4. Improve Affordability and Enforcement
Cost remains a major barrier to coverage. Texas should explore state-level premium assistance for low- and fixed-income homeowners and improve enforcement of existing insurance mandates, especially in high-risk zones where compliance has been weak.
5. Build Smarter for the Future
Development should not outpace resilience. The state should enforce strong flood-resilient building codes even in areas not currently mapped as high risk and provide incentives for builders to exceed minimum standards, such as tax breaks or expedited permitting.
Conclusion
Texas faces a defining challenge, one where the consequences of inaction are well-known and increasingly visible. The state remains dangerously unprotected despite repeated disasters, growing scientific consensus, and billions already spent on post-flood recovery. Millions of properties sit exposed, both outside and inside FEMA’s high-risk maps.

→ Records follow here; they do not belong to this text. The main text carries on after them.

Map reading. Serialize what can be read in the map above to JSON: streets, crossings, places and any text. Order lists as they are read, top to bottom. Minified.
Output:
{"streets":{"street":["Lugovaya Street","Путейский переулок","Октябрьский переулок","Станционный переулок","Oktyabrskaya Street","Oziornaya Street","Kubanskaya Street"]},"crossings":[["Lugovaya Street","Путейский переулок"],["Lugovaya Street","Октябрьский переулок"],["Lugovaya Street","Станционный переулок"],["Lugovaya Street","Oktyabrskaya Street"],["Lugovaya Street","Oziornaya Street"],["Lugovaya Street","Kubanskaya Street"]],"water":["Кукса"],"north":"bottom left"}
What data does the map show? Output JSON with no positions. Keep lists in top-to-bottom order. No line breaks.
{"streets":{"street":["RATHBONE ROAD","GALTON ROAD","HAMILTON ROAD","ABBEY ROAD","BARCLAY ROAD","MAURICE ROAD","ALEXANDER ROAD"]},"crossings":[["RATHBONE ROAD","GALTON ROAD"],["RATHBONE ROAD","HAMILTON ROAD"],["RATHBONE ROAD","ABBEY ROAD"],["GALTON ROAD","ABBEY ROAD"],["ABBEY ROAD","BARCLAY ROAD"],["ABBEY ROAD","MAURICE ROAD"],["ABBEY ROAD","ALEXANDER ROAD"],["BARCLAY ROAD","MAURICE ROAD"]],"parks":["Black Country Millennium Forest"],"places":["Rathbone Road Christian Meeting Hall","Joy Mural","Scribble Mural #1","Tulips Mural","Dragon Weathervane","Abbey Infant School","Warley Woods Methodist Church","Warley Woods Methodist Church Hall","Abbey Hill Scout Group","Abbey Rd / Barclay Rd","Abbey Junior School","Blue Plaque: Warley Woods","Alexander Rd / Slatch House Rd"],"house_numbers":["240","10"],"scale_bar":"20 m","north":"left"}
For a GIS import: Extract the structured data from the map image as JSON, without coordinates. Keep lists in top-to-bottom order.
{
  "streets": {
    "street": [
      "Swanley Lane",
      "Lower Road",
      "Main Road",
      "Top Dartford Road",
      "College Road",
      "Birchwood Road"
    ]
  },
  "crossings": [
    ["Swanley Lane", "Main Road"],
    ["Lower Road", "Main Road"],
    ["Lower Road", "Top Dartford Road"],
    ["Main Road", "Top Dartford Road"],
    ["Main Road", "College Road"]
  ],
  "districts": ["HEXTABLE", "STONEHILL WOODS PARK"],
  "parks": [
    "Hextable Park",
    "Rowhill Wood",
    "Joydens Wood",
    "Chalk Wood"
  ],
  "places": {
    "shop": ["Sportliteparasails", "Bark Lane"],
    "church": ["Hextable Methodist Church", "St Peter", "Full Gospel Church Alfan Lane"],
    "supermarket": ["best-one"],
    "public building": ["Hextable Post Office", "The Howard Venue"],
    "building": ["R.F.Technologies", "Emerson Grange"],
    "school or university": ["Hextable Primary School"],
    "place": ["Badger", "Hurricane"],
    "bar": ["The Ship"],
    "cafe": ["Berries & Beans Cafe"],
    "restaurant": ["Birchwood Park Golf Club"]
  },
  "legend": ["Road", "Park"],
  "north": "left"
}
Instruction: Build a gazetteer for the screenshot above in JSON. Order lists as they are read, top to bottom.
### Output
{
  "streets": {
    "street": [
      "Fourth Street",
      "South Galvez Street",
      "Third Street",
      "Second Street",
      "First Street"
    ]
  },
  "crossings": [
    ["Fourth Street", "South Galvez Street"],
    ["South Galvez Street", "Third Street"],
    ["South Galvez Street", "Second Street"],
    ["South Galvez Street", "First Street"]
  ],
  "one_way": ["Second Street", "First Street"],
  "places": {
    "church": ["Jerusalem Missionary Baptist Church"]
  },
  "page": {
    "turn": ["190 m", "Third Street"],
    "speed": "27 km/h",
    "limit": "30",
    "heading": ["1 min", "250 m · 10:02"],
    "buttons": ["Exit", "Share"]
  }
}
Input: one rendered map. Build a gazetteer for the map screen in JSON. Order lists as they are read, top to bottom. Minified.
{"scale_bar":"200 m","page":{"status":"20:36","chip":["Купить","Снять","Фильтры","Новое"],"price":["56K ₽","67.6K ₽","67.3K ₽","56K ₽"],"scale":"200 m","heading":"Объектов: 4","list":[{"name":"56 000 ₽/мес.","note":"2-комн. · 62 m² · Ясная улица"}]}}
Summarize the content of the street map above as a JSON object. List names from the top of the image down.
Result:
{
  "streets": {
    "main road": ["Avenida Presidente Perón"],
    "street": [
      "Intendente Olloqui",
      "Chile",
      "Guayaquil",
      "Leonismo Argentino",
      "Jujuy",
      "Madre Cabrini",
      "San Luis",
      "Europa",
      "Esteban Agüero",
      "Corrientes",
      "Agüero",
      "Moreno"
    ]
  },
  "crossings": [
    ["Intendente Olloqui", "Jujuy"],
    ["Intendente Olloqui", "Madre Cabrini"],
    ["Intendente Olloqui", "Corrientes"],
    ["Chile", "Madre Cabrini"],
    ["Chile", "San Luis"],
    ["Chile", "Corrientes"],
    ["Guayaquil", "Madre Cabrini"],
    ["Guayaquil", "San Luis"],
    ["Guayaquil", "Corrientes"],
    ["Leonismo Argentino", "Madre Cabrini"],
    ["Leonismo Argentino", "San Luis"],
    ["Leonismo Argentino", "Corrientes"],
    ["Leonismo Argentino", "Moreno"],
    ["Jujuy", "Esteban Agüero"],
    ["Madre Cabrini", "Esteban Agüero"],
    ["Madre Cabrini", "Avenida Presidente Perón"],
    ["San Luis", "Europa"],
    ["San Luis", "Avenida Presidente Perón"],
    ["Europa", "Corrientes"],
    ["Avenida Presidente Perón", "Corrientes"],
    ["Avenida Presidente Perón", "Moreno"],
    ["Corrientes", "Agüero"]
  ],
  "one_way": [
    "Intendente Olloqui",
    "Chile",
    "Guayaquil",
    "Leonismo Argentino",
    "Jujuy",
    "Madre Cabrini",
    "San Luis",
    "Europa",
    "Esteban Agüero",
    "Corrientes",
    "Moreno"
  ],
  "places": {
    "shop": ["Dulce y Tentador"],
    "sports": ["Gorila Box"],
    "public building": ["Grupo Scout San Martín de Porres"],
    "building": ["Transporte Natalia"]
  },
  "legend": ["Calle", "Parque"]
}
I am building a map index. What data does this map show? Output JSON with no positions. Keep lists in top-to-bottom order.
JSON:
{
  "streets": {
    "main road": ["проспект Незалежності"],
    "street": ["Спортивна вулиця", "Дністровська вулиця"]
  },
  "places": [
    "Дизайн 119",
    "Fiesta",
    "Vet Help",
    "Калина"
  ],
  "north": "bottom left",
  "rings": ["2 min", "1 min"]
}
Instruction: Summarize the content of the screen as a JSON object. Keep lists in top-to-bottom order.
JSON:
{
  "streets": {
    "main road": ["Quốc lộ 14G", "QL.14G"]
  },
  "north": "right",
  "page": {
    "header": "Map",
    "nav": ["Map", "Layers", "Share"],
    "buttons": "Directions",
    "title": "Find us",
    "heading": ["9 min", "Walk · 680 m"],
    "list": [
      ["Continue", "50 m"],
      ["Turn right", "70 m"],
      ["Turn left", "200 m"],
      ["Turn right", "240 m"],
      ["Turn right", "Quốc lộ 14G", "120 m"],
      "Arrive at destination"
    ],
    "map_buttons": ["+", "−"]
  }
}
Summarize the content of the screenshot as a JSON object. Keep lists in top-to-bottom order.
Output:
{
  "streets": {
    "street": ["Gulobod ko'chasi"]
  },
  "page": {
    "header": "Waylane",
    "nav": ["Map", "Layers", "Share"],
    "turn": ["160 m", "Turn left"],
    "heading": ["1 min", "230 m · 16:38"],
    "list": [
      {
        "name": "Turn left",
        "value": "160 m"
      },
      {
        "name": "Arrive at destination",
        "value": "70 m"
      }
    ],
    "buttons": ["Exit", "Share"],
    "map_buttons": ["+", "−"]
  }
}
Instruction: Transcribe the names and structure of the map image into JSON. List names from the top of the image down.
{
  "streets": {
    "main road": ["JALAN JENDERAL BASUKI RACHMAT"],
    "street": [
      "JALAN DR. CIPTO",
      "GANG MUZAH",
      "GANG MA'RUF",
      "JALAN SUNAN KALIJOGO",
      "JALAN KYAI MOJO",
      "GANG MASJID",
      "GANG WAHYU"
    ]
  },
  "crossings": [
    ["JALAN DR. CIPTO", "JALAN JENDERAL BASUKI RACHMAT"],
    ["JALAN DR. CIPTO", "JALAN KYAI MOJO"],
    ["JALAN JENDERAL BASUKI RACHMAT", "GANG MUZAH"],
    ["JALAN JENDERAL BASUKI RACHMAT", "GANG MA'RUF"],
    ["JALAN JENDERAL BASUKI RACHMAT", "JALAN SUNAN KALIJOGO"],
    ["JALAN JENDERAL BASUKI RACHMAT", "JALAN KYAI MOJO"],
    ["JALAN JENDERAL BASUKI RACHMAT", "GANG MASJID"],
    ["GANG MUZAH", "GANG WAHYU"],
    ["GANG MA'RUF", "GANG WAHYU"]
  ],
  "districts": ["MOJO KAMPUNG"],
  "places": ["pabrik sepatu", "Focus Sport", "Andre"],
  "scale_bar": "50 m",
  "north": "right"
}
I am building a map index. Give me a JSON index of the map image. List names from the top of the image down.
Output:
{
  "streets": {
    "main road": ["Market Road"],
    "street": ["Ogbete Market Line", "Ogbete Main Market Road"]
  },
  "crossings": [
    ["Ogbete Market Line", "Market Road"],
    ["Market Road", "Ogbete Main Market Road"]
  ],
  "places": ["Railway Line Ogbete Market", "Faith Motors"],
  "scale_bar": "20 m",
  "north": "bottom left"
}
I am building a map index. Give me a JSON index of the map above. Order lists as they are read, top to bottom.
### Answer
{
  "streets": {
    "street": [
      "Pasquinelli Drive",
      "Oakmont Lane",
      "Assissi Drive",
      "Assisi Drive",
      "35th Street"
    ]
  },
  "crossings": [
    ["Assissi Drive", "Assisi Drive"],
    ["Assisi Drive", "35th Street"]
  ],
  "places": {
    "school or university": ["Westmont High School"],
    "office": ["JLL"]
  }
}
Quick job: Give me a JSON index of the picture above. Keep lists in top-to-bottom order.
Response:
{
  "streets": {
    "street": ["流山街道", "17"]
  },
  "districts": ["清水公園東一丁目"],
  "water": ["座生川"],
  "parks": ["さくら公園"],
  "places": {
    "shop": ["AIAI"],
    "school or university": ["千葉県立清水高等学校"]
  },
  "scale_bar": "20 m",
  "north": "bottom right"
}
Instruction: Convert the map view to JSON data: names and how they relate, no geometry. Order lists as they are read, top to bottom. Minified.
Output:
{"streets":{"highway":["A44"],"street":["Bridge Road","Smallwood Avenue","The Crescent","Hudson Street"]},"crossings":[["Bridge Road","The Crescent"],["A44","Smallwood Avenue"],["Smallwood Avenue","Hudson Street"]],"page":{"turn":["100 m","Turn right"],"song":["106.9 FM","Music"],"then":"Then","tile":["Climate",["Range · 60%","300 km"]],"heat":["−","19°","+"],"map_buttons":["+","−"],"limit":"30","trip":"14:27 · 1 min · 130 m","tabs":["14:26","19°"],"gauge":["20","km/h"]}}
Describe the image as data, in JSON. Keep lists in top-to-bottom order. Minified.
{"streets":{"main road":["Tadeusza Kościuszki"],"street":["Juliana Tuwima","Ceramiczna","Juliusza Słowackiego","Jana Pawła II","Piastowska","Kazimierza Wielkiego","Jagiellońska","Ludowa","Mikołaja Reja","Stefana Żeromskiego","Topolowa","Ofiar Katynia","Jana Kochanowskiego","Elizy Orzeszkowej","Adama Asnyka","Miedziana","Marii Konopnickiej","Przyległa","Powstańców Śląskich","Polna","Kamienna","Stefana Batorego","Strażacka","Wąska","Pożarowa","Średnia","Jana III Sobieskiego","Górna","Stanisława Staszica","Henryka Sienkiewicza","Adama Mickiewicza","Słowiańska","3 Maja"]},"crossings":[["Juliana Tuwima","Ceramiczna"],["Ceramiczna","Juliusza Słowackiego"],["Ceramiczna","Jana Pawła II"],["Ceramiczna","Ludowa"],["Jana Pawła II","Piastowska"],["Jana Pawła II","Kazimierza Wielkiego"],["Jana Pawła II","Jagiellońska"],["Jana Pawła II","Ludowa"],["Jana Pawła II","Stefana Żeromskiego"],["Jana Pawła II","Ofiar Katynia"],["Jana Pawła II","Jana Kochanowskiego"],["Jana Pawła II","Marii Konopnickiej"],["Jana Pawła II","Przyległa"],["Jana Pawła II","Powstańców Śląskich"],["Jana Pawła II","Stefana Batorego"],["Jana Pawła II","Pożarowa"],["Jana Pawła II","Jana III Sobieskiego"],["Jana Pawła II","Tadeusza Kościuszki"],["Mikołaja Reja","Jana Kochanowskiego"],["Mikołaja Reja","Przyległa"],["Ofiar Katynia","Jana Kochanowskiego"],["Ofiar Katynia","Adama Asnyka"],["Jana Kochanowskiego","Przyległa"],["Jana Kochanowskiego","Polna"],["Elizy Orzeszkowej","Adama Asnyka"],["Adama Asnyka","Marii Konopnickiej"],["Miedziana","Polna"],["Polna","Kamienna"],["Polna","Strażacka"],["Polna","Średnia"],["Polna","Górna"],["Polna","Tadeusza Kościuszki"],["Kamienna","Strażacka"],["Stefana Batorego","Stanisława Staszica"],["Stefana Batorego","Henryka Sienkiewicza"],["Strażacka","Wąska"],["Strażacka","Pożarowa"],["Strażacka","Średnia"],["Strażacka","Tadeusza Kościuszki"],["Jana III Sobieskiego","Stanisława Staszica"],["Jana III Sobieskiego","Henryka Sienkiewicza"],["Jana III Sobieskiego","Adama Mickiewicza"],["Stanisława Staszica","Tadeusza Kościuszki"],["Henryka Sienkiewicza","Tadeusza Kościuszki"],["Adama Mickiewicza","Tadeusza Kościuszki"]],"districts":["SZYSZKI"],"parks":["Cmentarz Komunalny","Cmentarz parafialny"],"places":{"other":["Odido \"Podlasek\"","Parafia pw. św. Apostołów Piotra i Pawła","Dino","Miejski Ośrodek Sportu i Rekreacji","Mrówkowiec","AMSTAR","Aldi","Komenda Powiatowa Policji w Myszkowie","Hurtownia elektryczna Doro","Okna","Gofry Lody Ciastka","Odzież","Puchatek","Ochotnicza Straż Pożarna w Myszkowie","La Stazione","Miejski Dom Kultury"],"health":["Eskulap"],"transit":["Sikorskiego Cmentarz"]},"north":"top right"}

What makes Texas’s flood risk especially urgent is its pace of change. Few states are growing faster, building more rapidly, or facing more extreme weather variability. Yet flood insurance coverage is moving in the opposite direction. Instead of expanding, it is shrinking both in reach and adequacy. Even among insured households, outdated NFIP coverage limits and actuarial reforms like Risk Rating 2.0 are leaving many Texans underinsured and financially vulnerable.
But it is not too late. Texas has already taken important first steps with its statewide flood plan and growing public awareness of climate-related risk. What comes next is a combination of political will, policy design, and strategic investment. With better maps, better enforcement, a stronger role for the private market, and real infrastructure funding, the state can shift from reactive to resilient.